Abstract:
The disclosure is directed to an improved apparatus and method for generating a specified statistical distribution. Digital bits having properties of randomness are produced. In response to a group of the digital bits, a signal is generated which approximates the specified statistical distribution. When a particular characteristic of a group of digital bits is sensed, the generated signal is modified so as to obtain a statistical distribution that more closely approaches the specified statistical distribution.

Description:
BACKGROUND OF THE INVENTION 
     This invention relates to noise generators and, more particularly, to an apparatus and method for generating a noise signal having a specified statistical distribution, such as a Gaussian distribution. 
     Electronic noise generators have become increasingly important for generating noise that is used for various purposes, for example testing and calibration of electronic equipment, simulations, and electronic games.

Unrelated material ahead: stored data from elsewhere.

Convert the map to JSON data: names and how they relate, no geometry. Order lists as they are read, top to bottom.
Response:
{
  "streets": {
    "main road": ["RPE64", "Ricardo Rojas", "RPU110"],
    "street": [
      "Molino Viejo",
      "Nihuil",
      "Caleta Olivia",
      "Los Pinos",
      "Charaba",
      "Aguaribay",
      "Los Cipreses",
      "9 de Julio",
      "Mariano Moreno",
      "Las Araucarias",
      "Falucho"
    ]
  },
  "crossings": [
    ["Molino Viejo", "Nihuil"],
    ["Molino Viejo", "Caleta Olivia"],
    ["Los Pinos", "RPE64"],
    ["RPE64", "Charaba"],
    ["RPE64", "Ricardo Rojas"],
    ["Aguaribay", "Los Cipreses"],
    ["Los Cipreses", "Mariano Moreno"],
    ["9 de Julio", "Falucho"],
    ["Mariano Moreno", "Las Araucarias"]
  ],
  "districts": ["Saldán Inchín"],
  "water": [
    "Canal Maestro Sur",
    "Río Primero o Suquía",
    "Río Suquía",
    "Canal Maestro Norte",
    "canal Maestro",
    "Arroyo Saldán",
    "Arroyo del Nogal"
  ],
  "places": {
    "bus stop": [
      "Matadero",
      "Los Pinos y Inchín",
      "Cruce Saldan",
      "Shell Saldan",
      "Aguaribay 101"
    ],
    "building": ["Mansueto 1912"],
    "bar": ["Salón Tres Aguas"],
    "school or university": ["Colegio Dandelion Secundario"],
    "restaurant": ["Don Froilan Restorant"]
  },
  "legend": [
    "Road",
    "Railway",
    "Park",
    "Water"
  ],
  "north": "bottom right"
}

Digital noise generators are considered particularly useful in that they exhibit inherent repeatability and stability. The generated digital noise may be either used directly or converted to analog noise. 
     A known digital technique for producing noise having a specified statistical distribution is to generate a group of random or pseudo-random binary bits, and combine the group of bits to obtain a signal having the desired statistical properties. In the copending U.S patent application Ser. No. 945,163, assigned to the same assignee as the present application, there is disclosed a technique for simultaneously generating a group of pseudo-random binary bits and for combining the bits to obtain a noise signal having Gaussian distributed amplitudes, or to obtain a noise signal which occurs at Poisson-distributed intervals. To obtain the Gaussian-distributed noise, a group of N pseudo-random binary bits, generated at each clock pulse by a pseudo-random bit generator, are summed to obtain a sum signal having a value between zero and N. The probability of obtaining any particular sum between zero and N, at a given clock pulse, is binomial, so the distribution of amplitudes of the sum signals, as a function of time, is binomial. The Central Limit Theorem states that as N (the number of binary random variables summed) gets larger, the distribution of sums approaches a Gaussian distribution. 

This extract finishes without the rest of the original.